STUDY MATERIAL ->
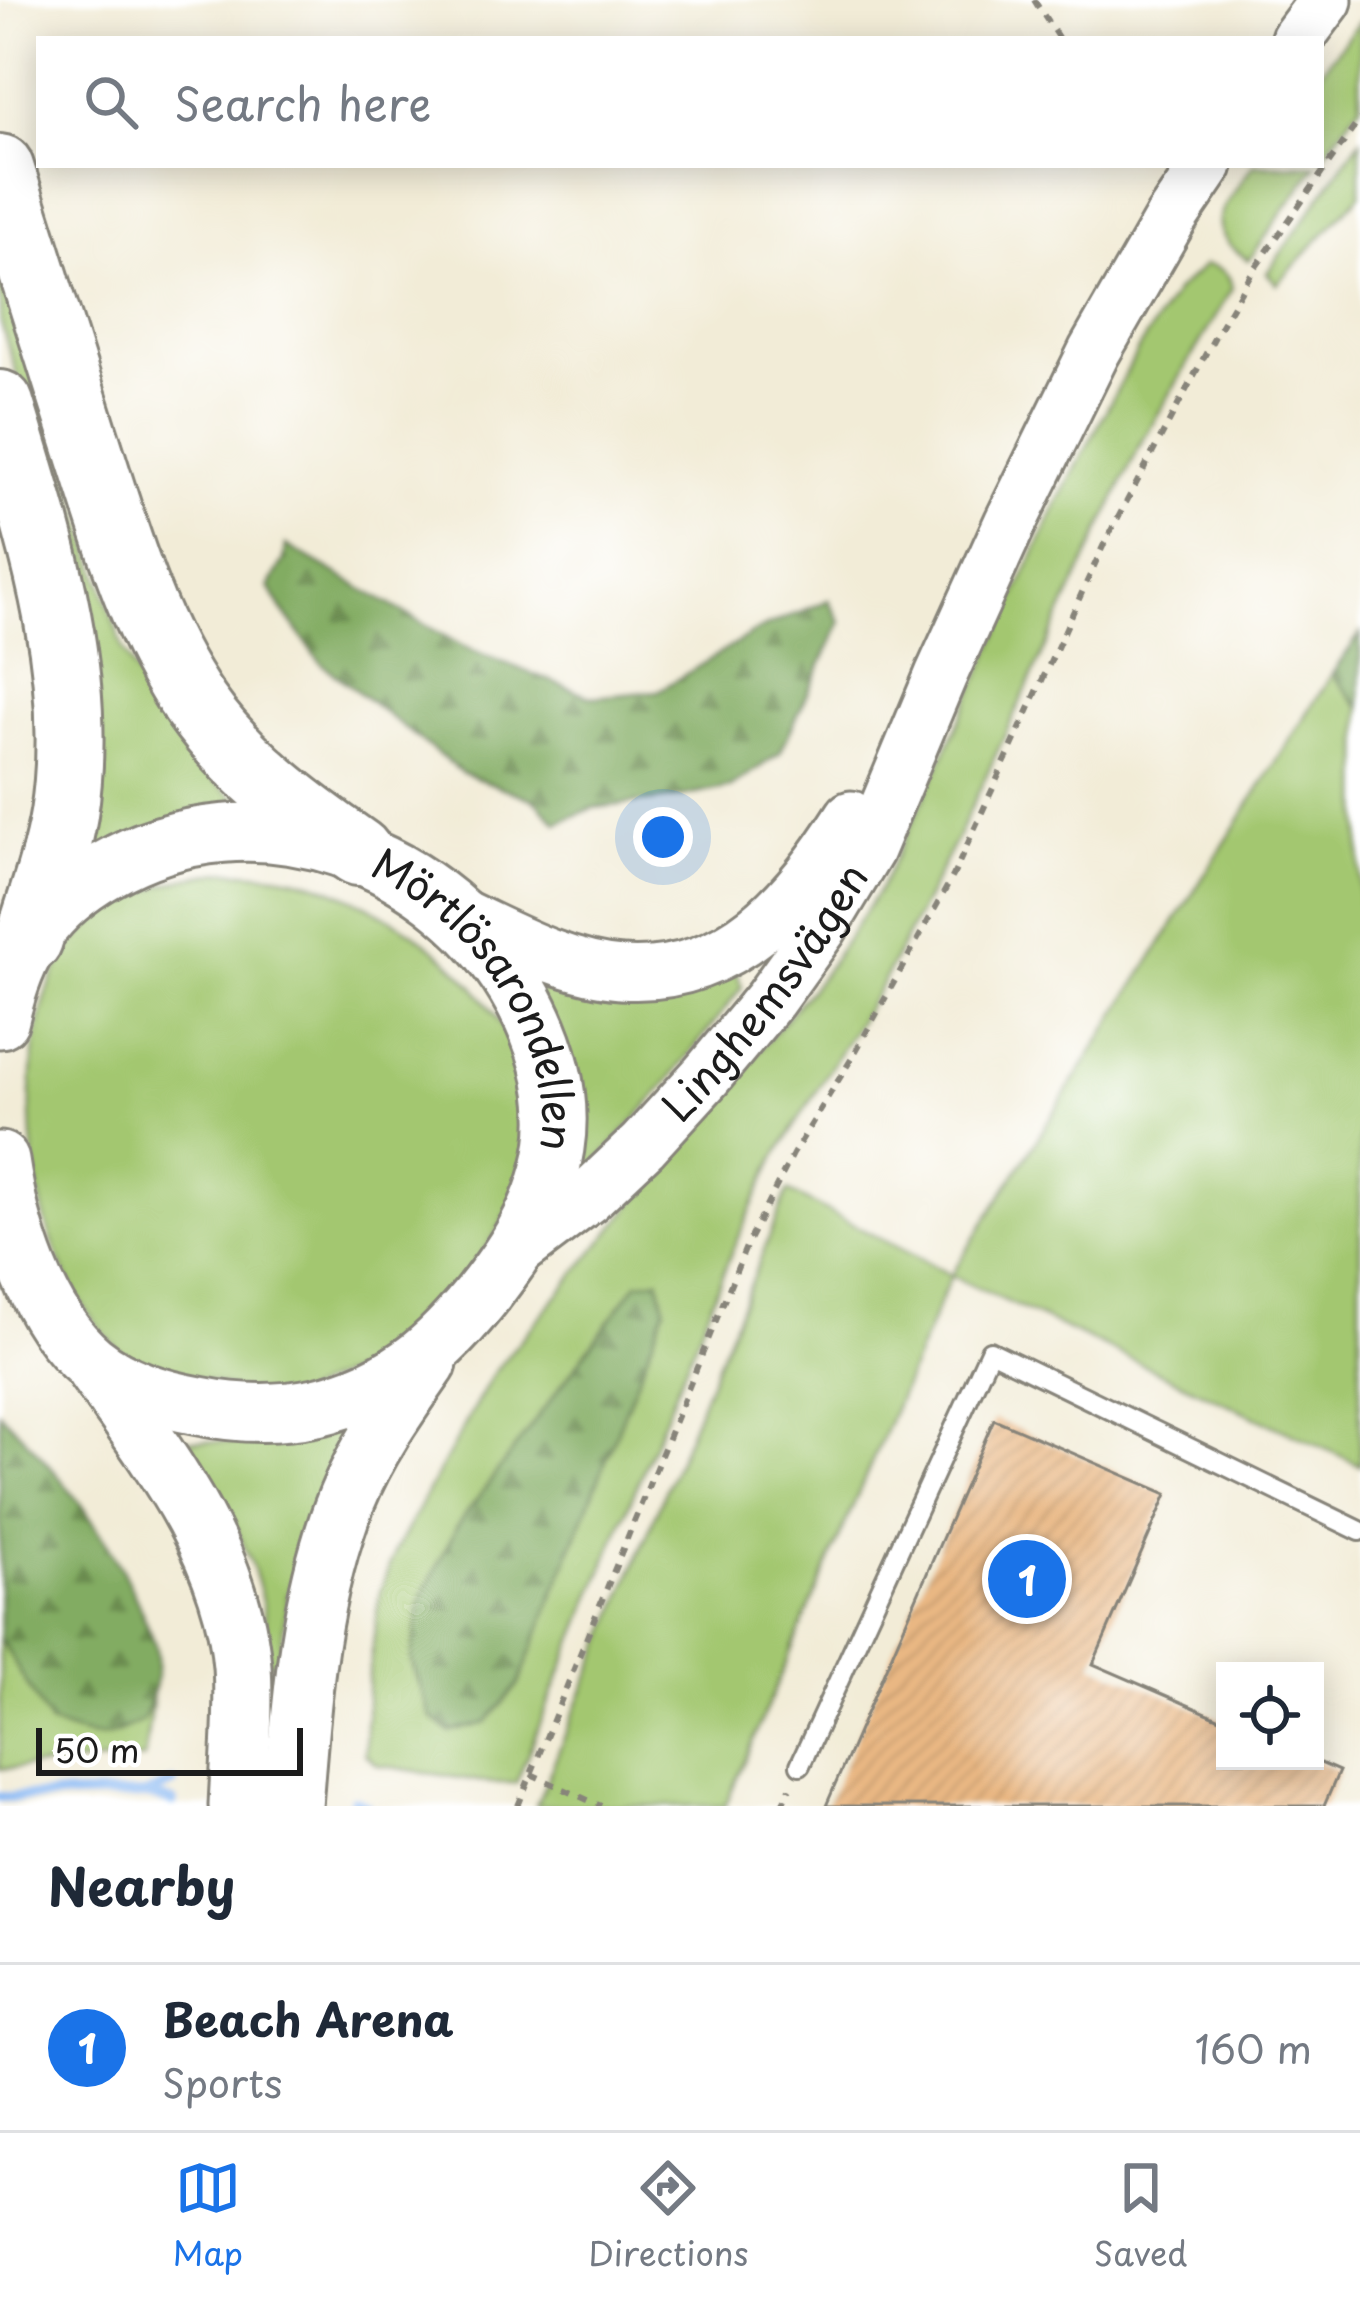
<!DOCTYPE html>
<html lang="en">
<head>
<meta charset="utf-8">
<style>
	:root { --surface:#fff; --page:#f2f2f3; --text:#1f2937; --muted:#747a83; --line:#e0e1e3; --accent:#1a73e8 }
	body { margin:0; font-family:"Playpen Sans",sans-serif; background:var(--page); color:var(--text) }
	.controls { position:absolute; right:36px; bottom:36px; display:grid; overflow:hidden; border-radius:0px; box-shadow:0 6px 30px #0003 }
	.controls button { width:108px; height:108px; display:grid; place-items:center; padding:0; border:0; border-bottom:3px solid var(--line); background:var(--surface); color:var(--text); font:60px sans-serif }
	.scale { position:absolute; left:36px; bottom:30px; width:267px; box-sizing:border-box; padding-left:12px; border:6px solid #1c1c1c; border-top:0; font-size:33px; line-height:42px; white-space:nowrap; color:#1c1c1c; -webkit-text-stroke:9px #fff; paint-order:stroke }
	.you { position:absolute; left:663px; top:837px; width:42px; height:42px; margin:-30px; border:9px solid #fff; border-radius:50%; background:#1a73e8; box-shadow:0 0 0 18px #1a73e833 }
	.badge { display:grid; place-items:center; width:78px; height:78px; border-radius:50%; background:var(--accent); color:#fff; font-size:39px; font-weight:700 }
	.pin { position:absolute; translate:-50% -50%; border:6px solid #fff; box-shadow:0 3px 12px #0006 }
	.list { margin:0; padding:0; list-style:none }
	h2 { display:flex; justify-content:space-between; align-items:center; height:156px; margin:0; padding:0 48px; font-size:51px }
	h2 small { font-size:39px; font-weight:400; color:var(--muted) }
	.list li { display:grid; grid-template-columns:78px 1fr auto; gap:36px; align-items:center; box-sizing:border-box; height:168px; padding:0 48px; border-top:3px solid var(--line) }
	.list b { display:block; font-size:45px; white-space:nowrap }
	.list p { margin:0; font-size:39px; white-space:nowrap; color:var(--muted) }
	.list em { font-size:39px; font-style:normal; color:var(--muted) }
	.icon { flex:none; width:66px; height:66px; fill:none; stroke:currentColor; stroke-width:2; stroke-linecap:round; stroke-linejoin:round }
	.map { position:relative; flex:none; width:1360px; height:1806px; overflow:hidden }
	.search { position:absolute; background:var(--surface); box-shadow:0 6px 30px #0003; left:36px; right:36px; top:36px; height:132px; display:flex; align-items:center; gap:30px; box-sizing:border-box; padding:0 42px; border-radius:0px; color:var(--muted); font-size:45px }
	.sheet { height:324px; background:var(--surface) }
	nav { display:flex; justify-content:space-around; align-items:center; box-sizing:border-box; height:168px; border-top:3px solid var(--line); background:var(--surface); font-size:33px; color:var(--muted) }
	nav a { display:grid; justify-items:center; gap:6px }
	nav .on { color:var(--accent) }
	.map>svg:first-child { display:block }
</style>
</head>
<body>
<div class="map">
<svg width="1360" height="1806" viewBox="0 0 1360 1806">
	<defs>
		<pattern id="forest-firs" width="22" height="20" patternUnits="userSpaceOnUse" patternTransform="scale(3)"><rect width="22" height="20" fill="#82ac62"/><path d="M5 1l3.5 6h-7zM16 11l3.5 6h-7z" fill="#6a8b50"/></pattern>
		<pattern id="building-hatch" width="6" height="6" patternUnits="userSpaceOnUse" patternTransform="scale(3)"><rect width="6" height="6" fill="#e9b783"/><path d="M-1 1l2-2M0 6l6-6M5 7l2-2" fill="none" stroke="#c79d71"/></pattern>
	</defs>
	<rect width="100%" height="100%" fill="#fff"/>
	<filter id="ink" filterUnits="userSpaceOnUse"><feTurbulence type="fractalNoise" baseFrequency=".00833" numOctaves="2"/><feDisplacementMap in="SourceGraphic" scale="24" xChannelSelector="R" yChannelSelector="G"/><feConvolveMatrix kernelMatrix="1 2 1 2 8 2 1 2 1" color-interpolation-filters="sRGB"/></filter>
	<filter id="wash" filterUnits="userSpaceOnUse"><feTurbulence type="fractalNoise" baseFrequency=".004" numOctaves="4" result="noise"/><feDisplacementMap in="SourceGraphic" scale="48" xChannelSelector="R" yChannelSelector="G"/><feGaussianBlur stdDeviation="2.7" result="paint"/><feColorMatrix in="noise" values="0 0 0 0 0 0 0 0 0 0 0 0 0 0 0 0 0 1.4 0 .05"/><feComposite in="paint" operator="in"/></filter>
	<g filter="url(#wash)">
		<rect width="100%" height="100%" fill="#f2ecd7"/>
		<g fill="#a3c770" stroke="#607246" stroke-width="3">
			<path d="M1360,21V105L1321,158V71Z"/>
			<path d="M1360,140V195L1277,284L1267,273Z"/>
			<path d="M1253,165H1316L1249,260C1196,226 1226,206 1253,165Z"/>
			<path d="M1205,265C1220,267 1230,272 1232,288L1139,447L958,836L882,984L775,1158L735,1244L516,1783H491L378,1765L365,1754L368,1681L380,1591L395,1551L494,1372L826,970L881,887L922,803L1059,500L1139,348L1176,291Z"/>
			<path d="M0,266L123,650C147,695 171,738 207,774C223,789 241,802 258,816L85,865L74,563L0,320Z"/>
			<path d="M1332,674L1360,707V1465L951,1276L725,1806H536L788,1191L951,1275Z"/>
			<path d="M228,871C257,873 289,874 317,884C435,926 549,1025 526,1163C518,1210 470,1276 438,1309C424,1323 409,1343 393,1354C374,1366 348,1373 326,1382C313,1388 299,1397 285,1400C270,1403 232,1388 215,1383C196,1378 143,1367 128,1358C121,1354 115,1344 109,1339C81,1310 60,1268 48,1229C23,1151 20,1006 75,941C112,897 173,878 228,871Z"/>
			<path d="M533,970L736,971L742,987L667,1083L575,1188Z"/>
			<path d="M362,1423L306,1535L288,1594L279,1664L268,1663C266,1644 267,1624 263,1605C250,1546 218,1490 185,1440L259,1444L291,1440Z"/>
			<path d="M0,1638L51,1724L142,1721L153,1694L144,1759L0,1769Z"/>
		</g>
		<g fill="url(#forest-firs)" stroke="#4f643f" stroke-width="3">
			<path d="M286,545L464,647L592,697L658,691L760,629L829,600L841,622L780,753L731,787L671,799L593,808L557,823L535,800L462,773L321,663L281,608L269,587L284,560Z"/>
			<path d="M1360,634V707L1332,674Z"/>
			<path d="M659,1279L665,1308L519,1684L486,1723L450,1732L431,1717L411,1659L421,1599L457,1526L637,1283Z"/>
			<path d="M0,1413C60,1471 112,1537 143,1615C147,1626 154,1638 156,1649C161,1673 151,1700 142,1721C98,1743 95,1739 50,1724L0,1638Z"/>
		</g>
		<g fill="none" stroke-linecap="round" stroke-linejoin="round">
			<g stroke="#88b8f3" stroke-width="10">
				<path d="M147,1795L173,1802"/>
				<path d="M0,1797L145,1795L173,1783"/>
				<path d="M354,1800L366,1806"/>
			</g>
		</g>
		<g id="blocks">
			<path fill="url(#building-hatch)" d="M994,1419L1167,1494L1093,1664L1225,1721V1761H1316L1339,1771L1324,1806H826Z"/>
		</g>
	</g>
	<g filter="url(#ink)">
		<use href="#blocks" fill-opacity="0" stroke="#87847a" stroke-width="3"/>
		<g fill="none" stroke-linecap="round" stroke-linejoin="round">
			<g stroke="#87847a" stroke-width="24">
				<path id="service" d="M800,1765L990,1351L1360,1531"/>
			</g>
			<g stroke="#87847a" stroke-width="57">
				<g id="secondary">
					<path d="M1297,39L1326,0"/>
					<path d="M458,914C508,937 565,969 621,973C731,981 798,901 851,817"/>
					<path id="s1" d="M513,1254L587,1198L643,1145L707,1075L770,999L821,928L868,850L941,675L1010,523L1094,352L1171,218L1207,165"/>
				</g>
			</g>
			<g stroke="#87847a" stroke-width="63">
				<g id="primary">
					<path id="s2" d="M0,1019C16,949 43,906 106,870C254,784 446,853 524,1001C548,1046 563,1096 555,1148C548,1193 527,1235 500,1271C451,1339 401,1389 316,1407C277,1415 238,1414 199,1406C161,1399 122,1388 91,1363C36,1317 10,1229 0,1161"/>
					<path d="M95,1369C159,1458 233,1553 242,1666C245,1713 240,1760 238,1806"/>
					<path d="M293,1806C301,1703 308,1595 347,1498C367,1449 398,1406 428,1363"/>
				</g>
			</g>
			<g stroke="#87847a" stroke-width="72">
				<g id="motorway">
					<path d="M0,168C28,258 57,348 85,438C114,529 141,627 196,706C238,766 299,811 358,852"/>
					<path d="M0,404C40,536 86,674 64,814C57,856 42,898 29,939"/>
				</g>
			</g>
			<g stroke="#87847a" stroke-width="6" stroke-dasharray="9 9" stroke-linecap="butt">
				<path d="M1034,0L1059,39"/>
				<path d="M531,1774L601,1806"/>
				<path d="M518,1806L748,1242L793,1154L852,1058L953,876L1105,542L1220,327L1251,274L1360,119"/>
				<path d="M781,1806L790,1788"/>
			</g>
			<use href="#service" stroke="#fff" stroke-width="18"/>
			<use href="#secondary" stroke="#fff" stroke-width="51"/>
			<use href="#primary" stroke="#fff" stroke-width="57"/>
			<use href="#motorway" stroke="#fff" stroke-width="66"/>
		</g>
	</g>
	<g text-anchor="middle" stroke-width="10" stroke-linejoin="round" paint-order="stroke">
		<g font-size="42" fill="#1c1c1c" stroke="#fff">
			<text dy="15" stroke="none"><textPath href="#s1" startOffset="366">Linghemsvägen</textPath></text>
			<text dy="15" stroke="none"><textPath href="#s2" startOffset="651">Mörtlösarondellen</textPath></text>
		</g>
	</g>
</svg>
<div class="controls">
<button><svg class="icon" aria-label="locate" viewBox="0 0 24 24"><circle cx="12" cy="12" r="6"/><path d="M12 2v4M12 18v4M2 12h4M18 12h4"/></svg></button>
</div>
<div class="scale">50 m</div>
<div class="you"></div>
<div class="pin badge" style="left:1027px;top:1579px">1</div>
<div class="search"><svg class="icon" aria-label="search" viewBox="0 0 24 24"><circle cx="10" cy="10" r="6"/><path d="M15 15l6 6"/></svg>Search here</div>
</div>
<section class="sheet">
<h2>Nearby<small></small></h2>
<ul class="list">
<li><span class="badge">1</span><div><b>Beach Arena</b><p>Sports</p></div><em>160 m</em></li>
</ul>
</section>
<nav>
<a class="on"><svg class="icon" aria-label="map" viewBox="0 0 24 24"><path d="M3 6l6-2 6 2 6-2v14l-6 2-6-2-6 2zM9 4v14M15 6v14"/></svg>Map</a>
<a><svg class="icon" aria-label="directions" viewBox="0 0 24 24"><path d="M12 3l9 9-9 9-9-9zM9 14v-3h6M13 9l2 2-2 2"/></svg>Directions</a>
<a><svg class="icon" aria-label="saved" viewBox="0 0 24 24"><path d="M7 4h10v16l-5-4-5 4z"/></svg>Saved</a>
</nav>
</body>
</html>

WHAT YOU NEED TO DO -> Reproduce the material above from its first line through the line containing "width:108px; height:108px; display:grid;", both ends included, and skip every picture.

ANSWER BOX ->
<!DOCTYPE html>
<html lang="en">
<head>
<meta charset="utf-8">
<style>
	:root { --surface:#fff; --page:#f2f2f3; --text:#1f2937; --muted:#747a83; --line:#e0e1e3; --accent:#1a73e8 }
	body { margin:0; font-family:"Playpen Sans",sans-serif; background:var(--page); color:var(--text) }
	.controls { position:absolute; right:36px; bottom:36px; display:grid; overflow:hidden; border-radius:0px; box-shadow:0 6px 30px #0003 }
	.controls button { width:108px; height:108px; display:grid; place-items:center; padding:0; border:0; border-bottom:3px solid var(--line); background:var(--surface); color:var(--text); font:60px sans-serif }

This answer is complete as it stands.